The prevailing wisdom in API design (see Effective Java) is to define types with interfaces and skeletal implementations with companion abstract classes. Extension methods allow users to skip the skeletal implementation. This has the disadvantage of adding another way to do something that is already well served, but the new way has advantages too, allowing the inheritance of behavior (but not state) from multiple sources, reducing code duplication or forwarding methods. 13. Effect on dynamic proxies Authors of dynamic proxies may well have assumed that the set of methods implemented by a given interface was fixed, and embodied this assumption into any dynamic proxies coded for that interface.

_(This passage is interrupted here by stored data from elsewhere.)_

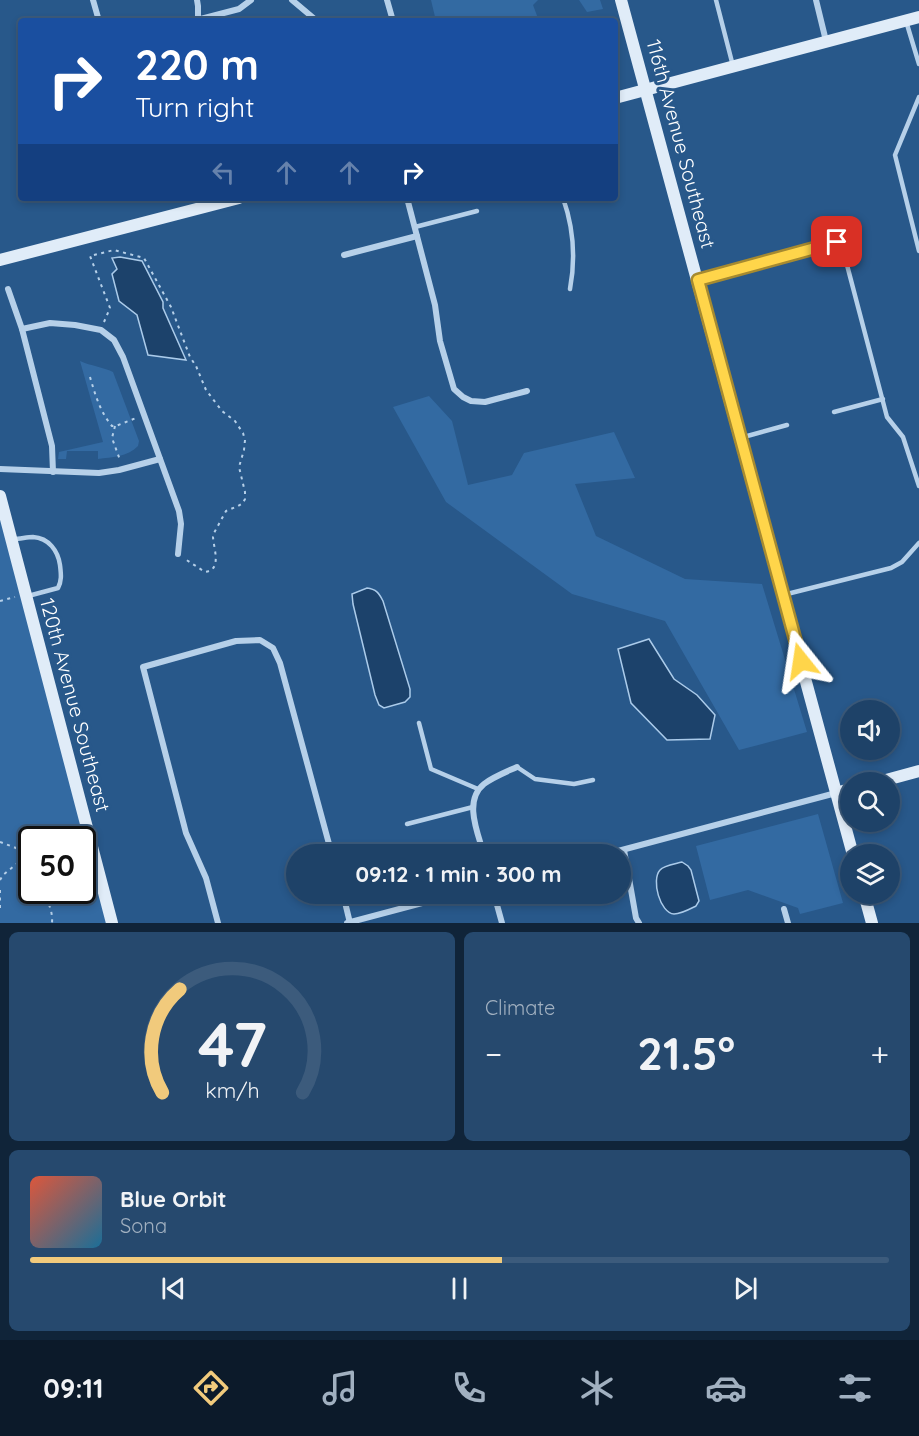 <!DOCTYPE html>
<html lang="en">
<head>
<meta charset="utf-8">
<style>
	:root { --surface:#1e4268; --page:#26496e; --text:#f1f3f6; --muted:#a1b0c0; --line:#3c5b7c; --accent:#f1ca7c }
	body { margin:0; font-family:Quicksand,sans-serif; background:var(--page); color:var(--text); height:100vh; display:flex; flex-direction:column; font-size:22px; white-space:nowrap }
	* { box-sizing:border-box; margin:0 }
	p { font-size:20px; color:var(--muted) }
	.icon { flex:none; width:33px; height:33px; fill:none; stroke:currentColor; stroke-width:2; stroke-linecap:round; stroke-linejoin:round }
	.map { position:relative; height:923px; overflow:hidden }
	.panel { display:flex; flex-direction:column; gap:9px; padding:9px; background:#102439; flex:1 }
	.panel>* { flex:none }
	.banner { position:absolute; left:18px; top:18px; width:600px; height:183px; border-radius:6px; box-shadow:0 3px 9px #0003,0 0 0 2px var(--line); background:#1a4fa0; color:#fff; overflow:hidden }
	.controls { position:absolute; left:840px; top:700px; display:grid; gap:12px }
	.controls a { display:grid; place-items:center; width:60px; height:60px; border-radius:50%; background:var(--surface); box-shadow:0 3px 9px #0003,0 0 0 2px var(--line); font-size:30px }
	.speed { position:absolute; left:18px; top:826px; display:flex; gap:12px; font-size:30px; font-weight:700; text-align:center }
	.speed>* { display:grid; place-content:center; width:78px; height:78px; border-radius:50%; background:var(--surface); box-shadow:0 3px 9px #0003,0 0 0 2px var(--line); line-height:1 }
	.speed .limit { border:3px solid #111; border-radius:9px; background:#fff; color:#111 }
	.pin { position:absolute; display:grid; place-items:center; width:51px; height:51px; color:#fff; margin:-26px; border-radius:12px; box-shadow:0 3px 9px #0006 }
	.me { position:absolute; width:66px; margin:-33px; rotate:345deg; stroke-linejoin:round; filter:drop-shadow(0 0 4px #0008) }
	.turn { display:flex; align-items:center; gap:21px; height:126px; padding:0 18px; font-size:27px }
	.turn .icon { width:78px; height:78px; stroke-width:2.5 }
	.turn b { display:block; font-size:42px; line-height:51px }
	.lanes { display:flex; align-items:center; height:57px; padding:0 18px; background:#0003; justify-content:center; gap:30px; direction:ltr }
	.lanes .off { opacity:.35 }
	.big { font-size:45px; font-weight:800; line-height:1.1 }
	.panel .tile { flex:1; display:flex; flex-direction:column; justify-content:center; gap:9px; min-width:0; padding:0 21px; border-radius:9px; background:var(--page) }
	.panel .dial { align-items:center; gap:0 }
	.dial svg { height:156px; overflow:visible; fill:none; stroke:var(--line); stroke-width:7; stroke-linecap:round; text-anchor:middle }
	.dial text { fill:var(--text); stroke:none }
	.song { display:flex; align-items:center; gap:18px }
	.cover { width:72px; height:72px; border-radius:9px; background:linear-gradient(135deg,hsl(10 70% 55%),hsl(200 70% 35%)) }
	.played { height:6px; border-radius:3px; background:linear-gradient(90deg,var(--accent) 55%,var(--line) 55%) }
	.keys { display:flex; justify-content:space-around; direction:ltr }
	.heat { display:flex; justify-content:space-between; align-items:center; font-size:33px; direction:ltr }
	.panel .tiles { flex:1; display:grid; gap:9px; grid-template-columns:1fr 1fr }
	.tile:last-child { grid-column:span 2 }
	.trip { position:absolute; left:286px; top:844px; width:345px; height:60px; border-radius:30px; background:var(--surface); box-shadow:0 3px 9px #0003,0 0 0 2px var(--line); font-weight:800; line-height:60px; text-align:center }
	.tab-bar { display:flex; height:96px; justify-content:space-around; align-items:center; background:#0c1a2a; color:var(--muted) }
	.tab-bar .icon { width:42px; height:42px }
	.tab-bar .current { color:var(--accent) }
	.tab-bar b { font-size:27px; color:var(--text) }
	.map>svg:first-child { display:block }
</style>
</head>
<body>
<div class="map">
<svg width="919" height="923" viewBox="0 0 919 923">
	<rect width="100%" height="100%" fill="#28588a"/>
	<g fill="#336aa2" fill-rule="evenodd">
		<path d="M431 0H538L533 5 539 21H436Z"/>
		<path d="M579 0H600L603 9 587 12Z"/>
		<path d="M80 361C91 366 103 367 113 372L139 441 138 446C127 457 112 457 98 459V451H67L66 459H58L59 452 103 442Z"/>
		<path d="M429 396 452 421 468 485 512 475 524 453 614 432 635 478 575 484 596 536 685 579 762 584 807 732 739 750 665 621 572 594 446 502 393 407Z"/>
		<path d="M0 496 112 923H0ZM32 840H82V891H32Z"/>
		<path d="M818 814 843 903 800 914 798 908 748 890 710 900 696 846Z"/>
	</g>
	<g fill="#1c426b" stroke="#abcbea" stroke-width="1.5">
		<path d="M120 257 142 261 163 302V308L186 360 148 355 137 315 119 301 112 274 117 269 112 258Z"/>
		<path d="M367 588C376 589 379 593 383 601L410 689V697L405 702 384 708 379 705 375 695 353 604 352 594Z"/>
		<path d="M649 639 674 679 697 695 715 715 710 739 667 740 631 703 618 649Z"/>
		<path d="M682 862 688 866 691 870 699 901 696 906C690 909 681 914 674 914 660 913 651 880 660 870 664 865 675 864 682 862Z"/>
	</g>
	<g fill="none" stroke-linecap="round" stroke-linejoin="round">
		<g stroke="#b6d0e9" stroke-width="2" stroke-dasharray="3 4.5" stroke-linecap="butt">
			<path d="M104 322 110 308 90 256 114 250 144 258 171 307 190 357 196 366 206 390 222 411 235 421 243 433 245 440 244 450 239 467 245 492V499L243 503 238 506 226 511 214 533 213 537C214 550 222 570 205 572L185 559"/>
			<path d="M90 377C95 394 100 412 112 426H116L136 418"/>
			<path d="M115 426 112 438 120 460"/>
			<path d="M0 601 15 597"/>
			<path d="M0 842 16 848 32 870"/>
			<path d="M0 880 3 875 24 858"/>
			<path d="M0 890V911"/>
			<path d="M43 891C48 902 53 911 52 923"/>
		</g>
		<g stroke="#b6d0e9" stroke-width="4.5">
			<path d="M716 0 733 66"/>
			<path d="M906 21 919 64"/>
			<path d="M919 97 895 155 919 251"/>
			<path d="M563 198C574 229 576 257 570 289"/>
			<path d="M415 227 477 211"/>
			<path d="M698 280 837 242 842 246 887 417 903 437 919 486"/>
			<path d="M834 412 883 399"/>
			<path d="M740 438 787 425"/>
			<path d="M14 539C20 539 27 537 33 537 49 538 58 551 60 565 61 574 62 580 58 588L28 596"/>
			<path d="M783 595 891 568 902 562 919 543"/>
			<path d="M419 723 431 769 478 789"/>
			<path d="M517 767 535 779 574 784 593 780"/>
			<path d="M407 824 473 807"/>
		</g>
		<g stroke="#b6d0e9" stroke-width="6">
			<path d="M93 0 99 21"/>
			<path d="M197 0 198 6V21"/>
			<path d="M292 0 317 21"/>
			<path d="M387 0 393 21"/>
			<path d="M816 0 826 41"/>
			<path d="M193 21 239 9 251 0"/>
			<path d="M407 198 435 305 440 341 454 389 463 397 471 401 485 402 527 391"/>
			<path d="M344 255 417 236"/>
			<path d="M8 289 22 329 52 446 53 472"/>
			<path d="M22 329 50 323 75 325 101 330 114 340 123 357 179 511 181 524 178 554"/>
			<path d="M0 469 99 473 119 470 160 459"/>
			<path d="M624 850 636 918 639 923"/>
			<path d="M484 855C478 833 463 801 484 784 493 777 506 772 517 767"/>
			<path d="M603 855 836 793"/>
			<path d="M343 894 350 923"/>
			<path d="M494 894 502 923"/>
			<path d="M784 909 788 923"/>
			<path d="M218 923 206 878 186 833 143 667 236 641 260 640 273 648 280 663 332 855"/>
			<path d="M347 923 456 894"/>
		</g>
		<g stroke="#e0ecf8" stroke-width="12">
			<path d="M621 0 853 855"/>
			<path d="M615 98 919 17"/>
			<path d="M0 260 239 198"/>
			<path d="M0 496 112 923"/>
			<path d="M875 783 919 771"/>
			<path d="M836 793 850 789"/>
			<path d="M864 894 872 923"/>
		</g>
	</g>
	<g fill="none" stroke-linecap="round" stroke-linejoin="round">
		<defs>
			<path id="route" d="M801 661 698 280 837 242"/>
		</defs>
		<use href="#route" stroke="#a68a30" stroke-width="15"/>
		<use href="#route" stroke="#ffd54a" stroke-width="10"/>
	</g>
	<g text-anchor="middle" stroke-width="6" stroke-linejoin="round" paint-order="stroke">
		<g font-size="20" fill="#fff" stroke="#28588a">
			<text transform="translate(681 144) rotate(75)" y="7">116th Avenue Southeast</text>
			<text transform="translate(75 705) rotate(75)" y="7">120th Avenue Southeast</text>
		</g>
	</g>
</svg>
<div class="controls">
<a><svg class="icon" aria-label="sound" viewBox="0 0 24 24"><path d="M4 9h4l5-4v14l-5-4H4zM17 9q2 3 0 6"/></svg></a>
<a><svg class="icon" aria-label="search" viewBox="0 0 24 24"><circle cx="10" cy="10" r="6"/><path d="M15 15l6 6"/></svg></a>
<a><svg class="icon" aria-label="layers" viewBox="0 0 24 24"><path d="M12 4l9 5-9 5-9-5zM3 14l9 5 9-5"/></svg></a>
</div>
<div class="speed"><div class="limit">50</div></div>
<div class="pin" style="left:837px;top:242px;background:#d93025"><svg class="icon" aria-label="arrive" viewBox="0 0 24 24"><path d="M6 21V4h12l-3 4 3 4H6"/></svg></div>
<svg class="me" style="left:801px;top:661px" viewBox="-20 -20 40 40"><path d="M0-17L14 15 0 8-14 15z" fill="#ffd54a" stroke="#fff" stroke-width="4"/></svg>
<div class="trip">09:12 · 1 min · 300 m</div>
<div class="banner">
<div class="turn"><svg class="icon" aria-label="right" viewBox="0 0 24 24"><path d="M7 20v-9h11M14 6l5 5-5 5"/></svg><div><b>220 m</b>Turn right</div></div>
<div class="lanes"><svg class="icon off" aria-label="left" viewBox="0 0 24 24"><path d="M17 20v-9H6M10 6l-5 5 5 5"/></svg><svg class="icon off" aria-label="ahead" viewBox="0 0 24 24"><path d="M12 20V5M6 11l6-6 6 6"/></svg><svg class="icon off" aria-label="ahead" viewBox="0 0 24 24"><path d="M12 20V5M6 11l6-6 6 6"/></svg><svg class="icon" aria-label="right" viewBox="0 0 24 24"><path d="M7 20v-9h11M14 6l5 5-5 5"/></svg></div>
</div>
</div>
<section class="panel">
<div class="tiles">
<div class="tile dial"><svg viewBox="0 0 100 80">
<path d="M14 69A42 42 0 1 1 86 69"/>
<path d="M14 69A42 42 0 0 1 23 16" stroke="#f1ca7c"/>
<text x="50" y="56" font-size="32" font-weight="700">47</text>
<text x="50" y="72" font-size="11">km/h</text>
</svg></div>
<div class="tile"><p>Climate</p>
<div class="heat"><a>−</a><b class="big">21.5°</b><a>+</a></div>
</div>
<div class="tile">
<div class="song"><i class="cover"></i><div><b>Blue Orbit</b><p>Sona</p></div></div>
<div class="played"></div>
<div class="keys"><svg class="icon" aria-label="previous" viewBox="0 0 24 24"><path d="M18 5L8 12l10 7zM5 5v14"/></svg><svg class="icon" aria-label="pause" viewBox="0 0 24 24"><path d="M8 5v14M16 5v14"/></svg><svg class="icon" aria-label="next" viewBox="0 0 24 24"><path d="M6 5l10 7-10 7zM19 5v14"/></svg></div>
</div>
</div>
</section>
<nav class="tab-bar">
<b>09:11</b>
<svg class="icon current" aria-label="directions" viewBox="0 0 24 24"><path d="M12 3l9 9-9 9-9-9zM9 14v-3h6M13 9l2 2-2 2"/></svg>
<svg class="icon" aria-label="music" viewBox="0 0 24 24"><path d="M9 18V5l10-2v13"/><circle cx="6" cy="18" r="3"/><circle cx="16" cy="16" r="3"/></svg>
<svg class="icon" aria-label="phone" viewBox="0 0 24 24"><path d="M5 4h4l2 5-3 2q2 4 5 5l2-3 5 2v4C11 20 4 13 5 4z"/></svg>
<svg class="icon" aria-label="climate" viewBox="0 0 24 24"><path d="M12 3v18M4 7l16 10M4 17L20 7"/></svg>
<svg class="icon" aria-label="car" viewBox="0 0 24 24"><path d="M5 17H2v-5l4-1 3-4h7l3 4 3 1v5h-3M9 17h6M6 11h13"/><circle cx="7" cy="17" r="2"/><circle cx="17" cy="17" r="2"/></svg>
<svg class="icon" aria-label="filters" viewBox="0 0 24 24"><path d="M4 7h16M4 17h16"/><circle cx="9" cy="7" r="2"/><circle cx="15" cy="17" r="2"/></svg>
</nav>
</body>
</html>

Such dynamic proxy implementations may well fail when an extension method is called on the proxy. However, defensively coded dynamic proxies

will likely continue to work, since most proxies intercept a specific subset of methods but pass others on to the underlying proxied object. 14. Restrictions Extension methods will not be allowed on annotation interfaces (@interfaces.) 15. Java ME considerations Java ME applications differ from Java SE applications because they undergo a linking and packaging step that is not performed in Java SE applications, and may not support invokedynamic. In this environment, the packager can directly insert the appropriate stubs into all classes which implement extended interfaces, and there is no need for deferred linking via invokedynamic as a closed-world analysis can determine the correct linkage for each stub. 16. Possible generalizations As we look towards language and library evolution, the evolution mechanism here for adding methods to interfaces may be generalized to a number of similar evolution problems. The mechanism we are proposing does similar classfile transformations at both static compilation and runtime class load time in aid of migration across incompatible API changes. Other possible applications of such a mechanism might include: supporting deprecation, method signature migration (allowing Collection.size() to return long instead of int), superclass migration (e.g., migrating from “class Properties extends Hashtable” to “class Properties implements Map”), etc. Such a generalized mechanism would likely remain internal to the platform, but would provide a vehicle for solving other migration problems in the future.